[Top][All Lists]
[Date Prev][Date Next][Thread Prev][Thread Next][Date Index][Thread Index]
[Gnu-arch-users] Round II -- new language, arch, furth, etc.
From: |
Tom Lord |
Subject: |
[Gnu-arch-users] Round II -- new language, arch, furth, etc. |
Date: |
Tue, 20 Jul 2004 13:57:45 -0700 (PDT) |
* Review:
So far we have "xl", a very simple configuration language in which
names can be bound to values. Values can be numbers, strings,
symbols, sequences of other values, or associative mappings of names
to other values. A typical program might look like:
(define my-id "Tom Lord <address@hidden>")
(define my-revlib-path '("/v/big/lord/{revlib}"
"~/{revlib}"
"/v/big/shared/{revlib}"))
We've (to a useful-enough level of detail, for now) seen the grammar
for xl (so far) and the semantic rules that define correct programs
(such as no multiply-defined names and undefined variables being
bound to #undefined). The informal definition we've given could be
made mathematically precise pretty easily. We've sketched a trivial
C API for this language and the run-time representation of values.
So far we have no way to cause side-effects in xl, no way to run
loops, and, indeed, only constant expressions and top-level
definitions.
xl-so-far has an interesting property: all xl programs can be
executed in a finite number of steps (specifically, 0 steps).
I posit that this is an essential characteristic of anything that
we'd wish to call a "configuration language".
xl-so-far has another interesting property that we haven't seen
much use for so far (other than in the API): xl programs can be
represented as xl data.

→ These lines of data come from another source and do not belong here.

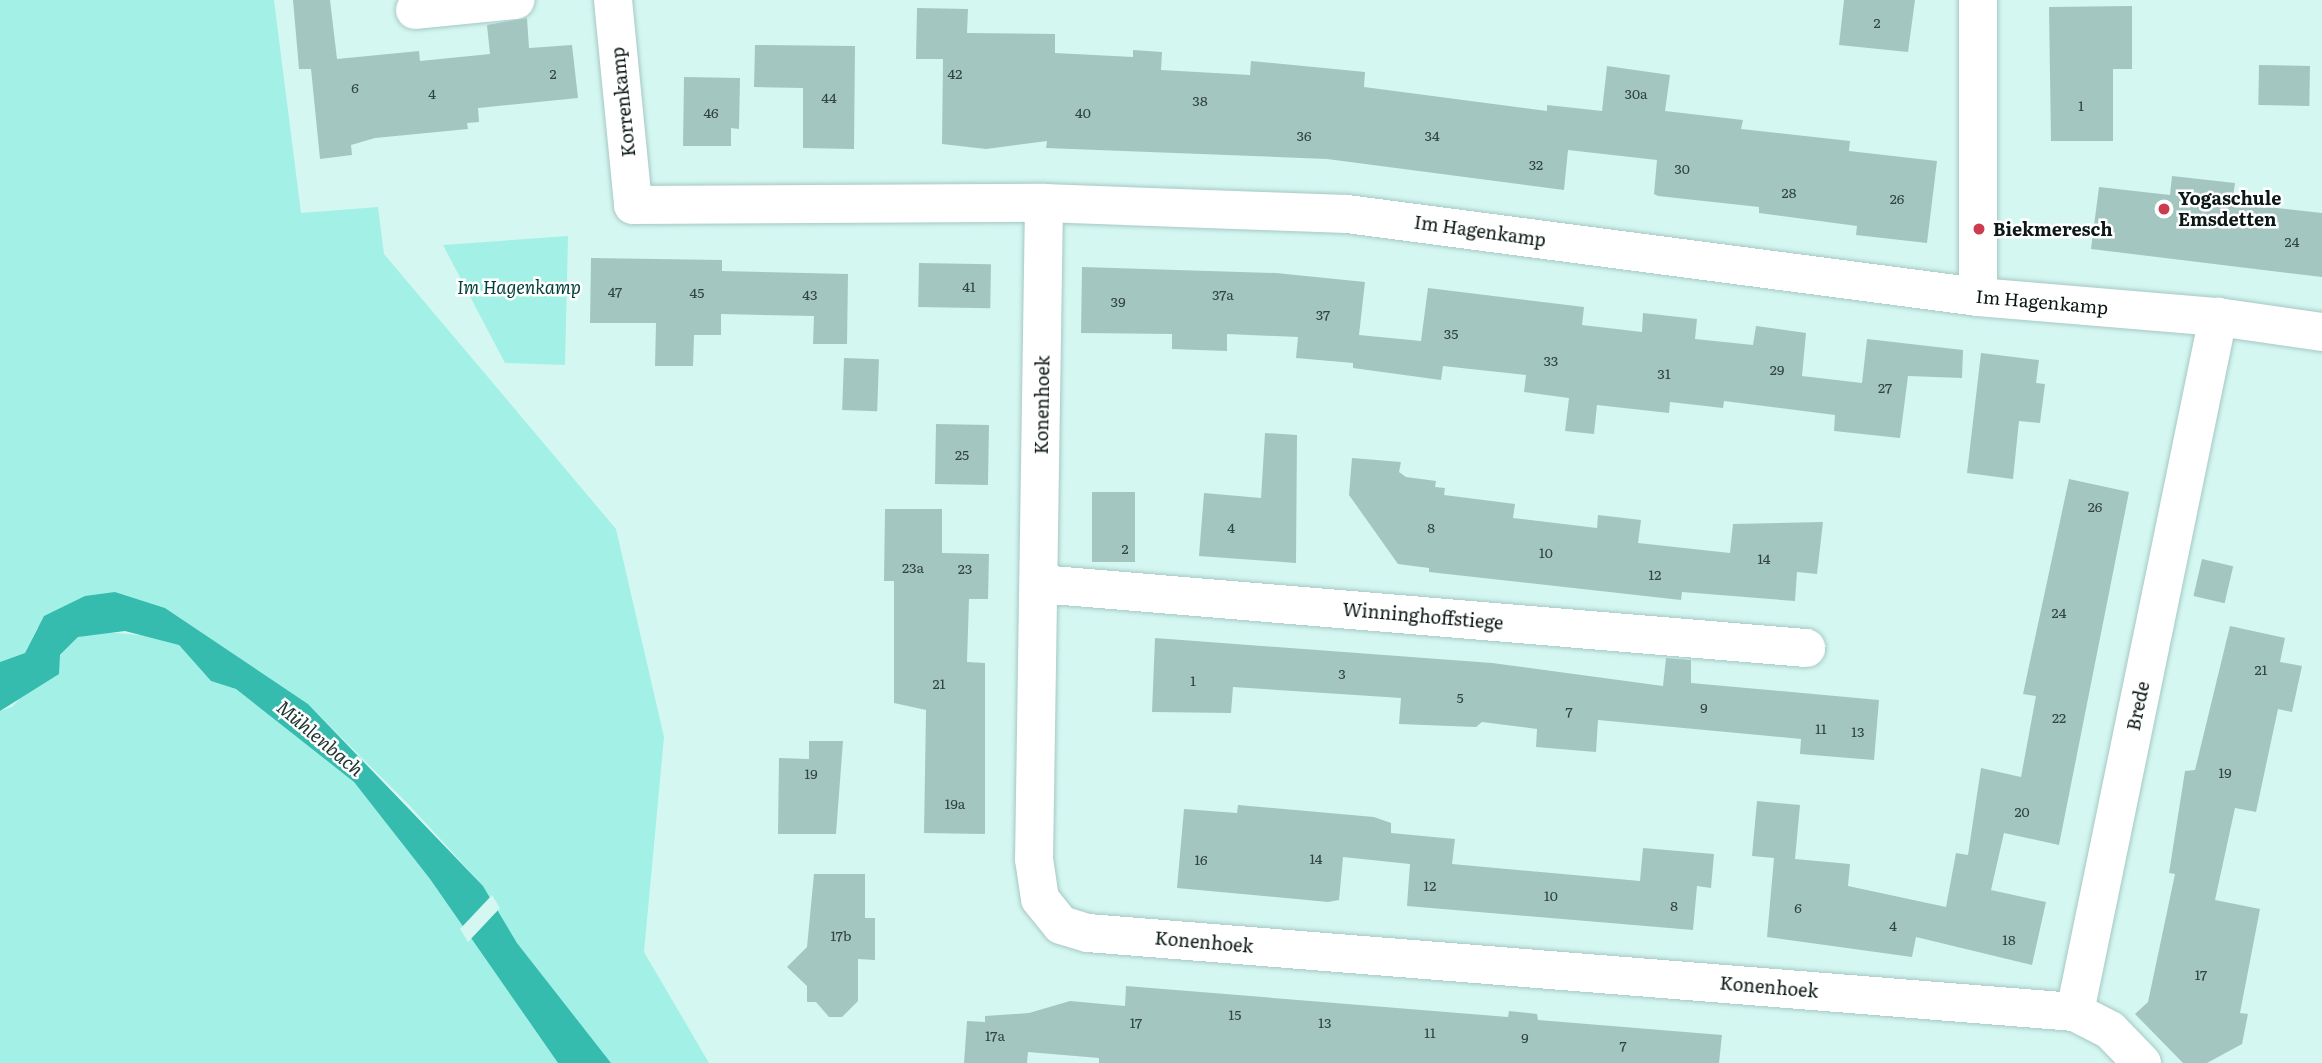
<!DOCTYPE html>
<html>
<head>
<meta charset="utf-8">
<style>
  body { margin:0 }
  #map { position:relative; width:2322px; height:1063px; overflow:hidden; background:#d5f7f2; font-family:Literata,serif }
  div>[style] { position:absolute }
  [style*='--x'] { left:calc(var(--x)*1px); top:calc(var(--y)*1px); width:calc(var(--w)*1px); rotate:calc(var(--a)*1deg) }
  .green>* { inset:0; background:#a3f0e6 }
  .water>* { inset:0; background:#35bcae }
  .pier>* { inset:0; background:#d5f7f2 }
  .building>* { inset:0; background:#a4c6c1; transform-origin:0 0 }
  .roads { filter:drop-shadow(0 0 2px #a6c8c3) drop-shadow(0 0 2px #a6c8c3) }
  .minor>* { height:38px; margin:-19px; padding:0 19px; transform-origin:19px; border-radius:19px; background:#fff }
  .dots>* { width:19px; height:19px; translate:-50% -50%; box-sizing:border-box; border:4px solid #fff; border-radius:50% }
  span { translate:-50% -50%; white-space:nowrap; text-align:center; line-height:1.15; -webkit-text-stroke:5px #fff; paint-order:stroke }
  .number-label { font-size:14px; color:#314441 }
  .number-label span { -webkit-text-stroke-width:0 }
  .street-label { font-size:18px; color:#0b1816 }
  .poi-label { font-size:18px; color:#0b1816; font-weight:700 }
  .left { translate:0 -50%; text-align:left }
  .park-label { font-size:18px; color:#013f39; font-style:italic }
  .water-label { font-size:19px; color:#203633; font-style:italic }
</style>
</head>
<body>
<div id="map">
  <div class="green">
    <i style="clip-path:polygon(0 0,274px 0,301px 213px,378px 207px,384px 254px,616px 529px,664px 737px,644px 952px,709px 1063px,611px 1063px,517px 943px,483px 886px,409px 805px,308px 704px,165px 608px,115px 592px,37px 628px,25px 653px,0 662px)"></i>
    <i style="clip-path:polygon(568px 236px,565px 365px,505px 363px,443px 245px)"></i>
    <i style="clip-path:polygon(96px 631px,161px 637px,179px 645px,211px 681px,236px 689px,354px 782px,430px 879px,558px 1063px,0 1063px,0 711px,12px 707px,78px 637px)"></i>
  </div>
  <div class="water">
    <i style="clip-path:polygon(115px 592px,165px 608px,308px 704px,483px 886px,517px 943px,611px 1063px,558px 1063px,430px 879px,354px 782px,236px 689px,211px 681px,179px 645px,125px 631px,78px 637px,60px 655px,59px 674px,0 711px,0 662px,25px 653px,44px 616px,85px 596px)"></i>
  </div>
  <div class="pier">
    <i style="clip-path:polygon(492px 895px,500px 908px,468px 942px,460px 929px)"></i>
  </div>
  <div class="building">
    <i style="clip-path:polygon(293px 0,330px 0,337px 59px,419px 51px,420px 61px,490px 54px,487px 25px,527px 18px,529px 48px,572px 45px,578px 98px,478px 108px,479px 122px,467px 123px,468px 129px,375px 138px,351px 145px,352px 155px,320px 159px,311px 69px,299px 69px)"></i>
    <i style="clip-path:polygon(1844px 0,1915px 0,1908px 52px,1839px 45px)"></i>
    <i style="clip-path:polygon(2132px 6px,2132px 69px,2113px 69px,2113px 141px,2051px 141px,2049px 7px)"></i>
    <i style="clip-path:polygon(917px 8px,968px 9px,967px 33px,1055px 34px,1055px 53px,1133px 57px,1133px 50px,1162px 52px,1161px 70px,1250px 75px,1251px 61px,1365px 72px,1364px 87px,1547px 111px,1547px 105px,1602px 111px,1607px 66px,1670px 75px,1665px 111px,1743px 120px,1741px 129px,1850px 141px,1849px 151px,1937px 161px,1927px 243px,1856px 235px,1857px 226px,1759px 213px,1759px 207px,1658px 196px,1654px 194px,1657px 160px,1568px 150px,1564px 190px,1327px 159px,1046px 148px,1047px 141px,986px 149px,942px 144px,943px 59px,916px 59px)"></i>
    <i style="clip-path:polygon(755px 45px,855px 46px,854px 149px,803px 148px,803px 88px,754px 87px)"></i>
    <i style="left:2259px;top:65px;width:51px;height:40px;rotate:1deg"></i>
    <i style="clip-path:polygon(684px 77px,740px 78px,739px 129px,731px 128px,731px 146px,683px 146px)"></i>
    <i style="clip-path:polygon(2172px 176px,2235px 183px,2232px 203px,2322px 213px,2322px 277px,2091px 249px,2099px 187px,2170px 195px)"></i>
    <i style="clip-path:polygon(591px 258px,722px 260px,722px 271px,848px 274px,847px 344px,813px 344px,814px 316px,721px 314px,721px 335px,694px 335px,693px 366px,655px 366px,656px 323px,590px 323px)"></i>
    <i style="left:919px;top:263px;width:72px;height:44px;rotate:1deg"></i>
    <i style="clip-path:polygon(1082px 267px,1276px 273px,1365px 282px,1359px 335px,1421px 341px,1428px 288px,1584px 307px,1582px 325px,1642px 332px,1643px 313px,1697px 319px,1695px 339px,1753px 345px,1756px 326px,1806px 333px,1802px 376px,1862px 383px,1867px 339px,1963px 350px,1962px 378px,1908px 376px,1900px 438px,1834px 431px,1835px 415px,1724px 401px,1723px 408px,1670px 402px,1669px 413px,1597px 405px,1594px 434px,1565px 431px,1569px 398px,1524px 392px,1526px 375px,1443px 366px,1441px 380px,1353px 368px,1353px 363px,1296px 358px,1298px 337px,1227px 334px,1227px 351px,1172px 349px,1172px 334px,1081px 333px)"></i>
    <i style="clip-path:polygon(1981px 353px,2039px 360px,2036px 383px,2045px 384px,2040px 423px,2019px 421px,2013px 479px,1967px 473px)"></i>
    <i style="left:844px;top:358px;width:35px;height:52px;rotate:2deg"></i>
    <i style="left:936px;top:424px;width:53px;height:60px;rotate:1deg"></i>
    <i style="clip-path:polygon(1265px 433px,1297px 435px,1296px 563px,1199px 556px,1204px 493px,1261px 498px)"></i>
    <i style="clip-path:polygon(1352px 458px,1401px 462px,1399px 472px,1406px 477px,1436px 481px,1435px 487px,1445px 488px,1444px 495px,1515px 504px,1513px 518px,1597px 528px,1598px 515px,1641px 520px,1638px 543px,1730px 553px,1733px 524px,1823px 522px,1817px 574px,1797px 572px,1795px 601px,1682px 592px,1681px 600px,1429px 572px,1429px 568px,1398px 564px,1349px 495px)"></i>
    <i style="clip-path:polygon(2069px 479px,2129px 492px,2059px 845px,2004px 833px,1991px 890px,2046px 902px,2032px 965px,1916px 937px,1912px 957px,1767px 937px,1774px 858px,1752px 856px,1757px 801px,1800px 805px,1795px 859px,1850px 864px,1848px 886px,1946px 907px,1956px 853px,1968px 855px,1981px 768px,2021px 777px,2036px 696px,2023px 694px)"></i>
    <i style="left:1092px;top:492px;width:43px;height:70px"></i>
    <i style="clip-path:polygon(885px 509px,942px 509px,942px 553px,989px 554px,988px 599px,969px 599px,967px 662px,985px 663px,985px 834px,924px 833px,926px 710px,894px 703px,894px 581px,884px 581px)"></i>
    <i style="left:2202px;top:559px;width:32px;height:38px;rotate:13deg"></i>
    <i style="clip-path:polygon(2230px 626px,2285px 638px,2280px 662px,2302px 666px,2292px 712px,2278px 709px,2256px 812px,2235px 808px,2215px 900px,2260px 909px,2240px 1013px,2248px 1014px,2242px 1044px,2207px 1063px,2183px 1063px,2135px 1014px,2148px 1002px,2175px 874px,2169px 873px,2185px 771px,2195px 770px)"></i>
    <i style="clip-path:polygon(1155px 638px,1492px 663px,1663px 686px,1666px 658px,1691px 660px,1691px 683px,1879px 700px,1874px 760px,1800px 754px,1801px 739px,1598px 720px,1596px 752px,1536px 747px,1537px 729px,1482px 722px,1476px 727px,1399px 724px,1401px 698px,1340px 694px,1233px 687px,1231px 713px,1152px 712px)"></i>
    <i style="clip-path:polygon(809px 741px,843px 741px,836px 834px,778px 834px,779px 758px,809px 759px)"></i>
    <i style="clip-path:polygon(1238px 805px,1374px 817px,1391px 823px,1391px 833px,1455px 839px,1452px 864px,1640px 881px,1643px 848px,1714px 854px,1711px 888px,1697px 886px,1693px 930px,1407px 906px,1410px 864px,1343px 857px,1339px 900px,1328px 902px,1177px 888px,1184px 809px,1237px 813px)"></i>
    <i style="clip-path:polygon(814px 874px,865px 874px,865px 918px,875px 918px,875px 960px,858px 959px,858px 1001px,842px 1017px,829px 1017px,816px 1002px,807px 1002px,807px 986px,787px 967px,807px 947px)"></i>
    <i style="clip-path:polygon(1126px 986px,1508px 1017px,1509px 1011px,1537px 1014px,1538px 1020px,1722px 1035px,1719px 1063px,1099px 1063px,1099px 1058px,1028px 1052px,1027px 1063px,964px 1063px,967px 1021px,985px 1022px,985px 1016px,1029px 1013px,1070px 1001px,1125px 1006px)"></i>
  </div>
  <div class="roads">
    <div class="minor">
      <i style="--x:613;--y:0;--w:206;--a:84.4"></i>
      <i style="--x:633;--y:205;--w:411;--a:-0.3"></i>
      <i style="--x:1044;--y:203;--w:303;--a:2.1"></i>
      <i style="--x:1347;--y:214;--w:636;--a:7.49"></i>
      <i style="--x:1978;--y:297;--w:241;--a:4.8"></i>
      <i style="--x:2218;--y:317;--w:105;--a:8.2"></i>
      <i style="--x:415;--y:10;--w:101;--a:-5.7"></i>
      <i style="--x:1044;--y:203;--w:656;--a:90.87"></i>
      <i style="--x:1034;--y:859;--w:40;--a:81.5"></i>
      <i style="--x:1040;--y:899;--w:33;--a:51"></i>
      <i style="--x:1061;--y:925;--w:28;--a:17"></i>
      <i style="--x:1088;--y:933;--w:990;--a:4.58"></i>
      <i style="--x:1978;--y:297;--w:297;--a:-90"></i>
      <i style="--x:1040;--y:584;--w:769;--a:4.78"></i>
      <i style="--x:2142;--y:1063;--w:46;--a:-134.1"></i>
      <i style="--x:2110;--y:1030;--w:39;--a:-153"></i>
      <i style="--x:2075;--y:1012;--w:710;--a:-78.37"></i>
    </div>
  </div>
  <div class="dots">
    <i style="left:2164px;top:209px;background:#cc3c4e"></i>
    <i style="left:1979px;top:229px;background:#cc3c4e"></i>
  </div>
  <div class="number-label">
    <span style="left:1877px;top:22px">2</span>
    <span style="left:553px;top:73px">2</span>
    <span style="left:955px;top:73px">42</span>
    <span style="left:355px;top:87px">6</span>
    <span style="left:432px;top:93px">4</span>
    <span style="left:1636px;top:93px">30a</span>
    <span style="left:829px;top:97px">44</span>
    <span style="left:1200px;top:100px">38</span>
    <span style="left:2081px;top:105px">1</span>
    <span style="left:711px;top:112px">46</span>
    <span style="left:1083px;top:112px">40</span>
    <span style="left:1304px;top:135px">36</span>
    <span style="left:1432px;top:135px">34</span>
    <span style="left:1536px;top:164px">32</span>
    <span style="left:1682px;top:168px">30</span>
    <span style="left:1789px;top:192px">28</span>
    <span style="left:1897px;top:198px">26</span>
    <span style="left:2292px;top:241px">24</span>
    <span style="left:969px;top:286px">41</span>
    <span style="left:615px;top:291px">47</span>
    <span style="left:697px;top:292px">45</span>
    <span style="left:810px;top:294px">43</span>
    <span style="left:1223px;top:294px">37a</span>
    <span style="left:1118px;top:301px">39</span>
    <span style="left:1323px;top:314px">37</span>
    <span style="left:1451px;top:333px">35</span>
    <span style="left:1551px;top:360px">33</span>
    <span style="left:1777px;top:369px">29</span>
    <span style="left:1664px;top:373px">31</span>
    <span style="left:1885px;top:387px">27</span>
    <span style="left:962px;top:454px">25</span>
    <span style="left:2095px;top:506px">26</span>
    <span style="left:1231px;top:527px">4</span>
    <span style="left:1431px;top:527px">8</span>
    <span style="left:1125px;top:548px">2</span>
    <span style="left:1546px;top:552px">10</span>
    <span style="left:1764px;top:558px">14</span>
    <span style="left:913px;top:567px">23a</span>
    <span style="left:965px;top:568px">23</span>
    <span style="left:1655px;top:574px">12</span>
    <span style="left:2059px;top:612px">24</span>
    <span style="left:2261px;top:669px">21</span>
    <span style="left:1342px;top:673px">3</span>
    <span style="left:1193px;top:680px">1</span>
    <span style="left:939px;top:683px">21</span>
    <span style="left:1460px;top:697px">5</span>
    <span style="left:1704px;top:707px">9</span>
    <span style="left:1569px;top:711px">7</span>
    <span style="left:2059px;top:717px">22</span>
    <span style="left:1821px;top:728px">11</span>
    <span style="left:1858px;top:731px">13</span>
    <span style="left:2225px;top:772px">19</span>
    <span style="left:811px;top:773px">19</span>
    <span style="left:955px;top:803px">19a</span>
    <span style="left:2022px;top:811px">20</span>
    <span style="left:1316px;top:858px">14</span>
    <span style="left:1201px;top:859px">16</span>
    <span style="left:1430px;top:885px">12</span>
    <span style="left:1551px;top:895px">10</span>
    <span style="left:1674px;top:905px">8</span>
    <span style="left:1798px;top:907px">6</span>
    <span style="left:1893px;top:925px">4</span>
    <span style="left:841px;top:935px">17b</span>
    <span style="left:2009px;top:939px">18</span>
    <span style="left:2201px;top:974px">17</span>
    <span style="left:1235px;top:1014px">15</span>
    <span style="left:1136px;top:1022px">17</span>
    <span style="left:1325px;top:1022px">13</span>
    <span style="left:1430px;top:1032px">11</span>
    <span style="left:995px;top:1035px">17a</span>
    <span style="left:1525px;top:1037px">9</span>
    <span style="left:1623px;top:1045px">7</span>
  </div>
  <div class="street-label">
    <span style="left:623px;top:102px;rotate:-96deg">Korrenkamp</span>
    <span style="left:1480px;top:231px;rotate:8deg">Im Hagenkamp</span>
    <span style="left:2042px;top:302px;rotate:5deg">Im Hagenkamp</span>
    <span style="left:1042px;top:405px;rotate:-89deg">Konenhoek</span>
    <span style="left:1423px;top:616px;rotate:5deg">Winninghoffstiege</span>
    <span style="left:2138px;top:706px;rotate:-78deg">Brede</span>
    <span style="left:1204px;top:942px;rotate:5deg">Konenhoek</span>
    <span style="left:1769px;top:987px;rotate:5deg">Konenhoek</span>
  </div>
  <div class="poi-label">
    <span class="left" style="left:2178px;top:209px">Yogaschule<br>Emsdetten</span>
    <span class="left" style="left:1993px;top:229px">Biekmeresch</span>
  </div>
  <div class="park-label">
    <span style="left:519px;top:287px">Im Hagenkamp</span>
  </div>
  <div class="water-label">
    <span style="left:320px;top:738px;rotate:40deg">Mühlenbach</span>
  </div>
</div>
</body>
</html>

It remains to be shown if/how that will
be useful.
* Call that "xl0"
We can dub the language-so-far "xl0" and it is, in and of itself,
a perfectly good configuration language. Above all, it's boringly
simple and does little more than correct the ambiguities in, for
example, the "RFC822 header language".
Someone could now, pretty much, go off an implement xl0. There
are some open questions that would have to be nailed down, ideally
in the form of a formal spec. For example: what is the extact
syntax of strings? What characters are permitted in strings? What
happens if an association contains two definitions for one name?
I'm not aware of any such "open questions" that are hard to answer.
I've left out detailed answers for them precisely because, in my
judgement, they'll be easy to fill in later and getting bogged down
in the details now would just obscure the presentation.
So, that's xl0.
* More Expressiveness?
I've noticed that, fairly often, people wind up supplementing
static configuration languages (like xl0) with an additional
layer adding some degree of programmability.
For example: the X11 consortium programmers augmented "make"
with the C pre-processor, giving them the ability to define
and use macros in their makefiles.
Whenever that kind of programmability is added as an afterthought
the result is awkward. For example, programs reading the config
file might not know they have to run /bin/cpp. Or the syntax
of macros in the front-end language might interfere with the syntax
of the underlying language.
_If_ it turns out to be a good idea to add a degree of
programmability to xl0, probably we will want to "build that in"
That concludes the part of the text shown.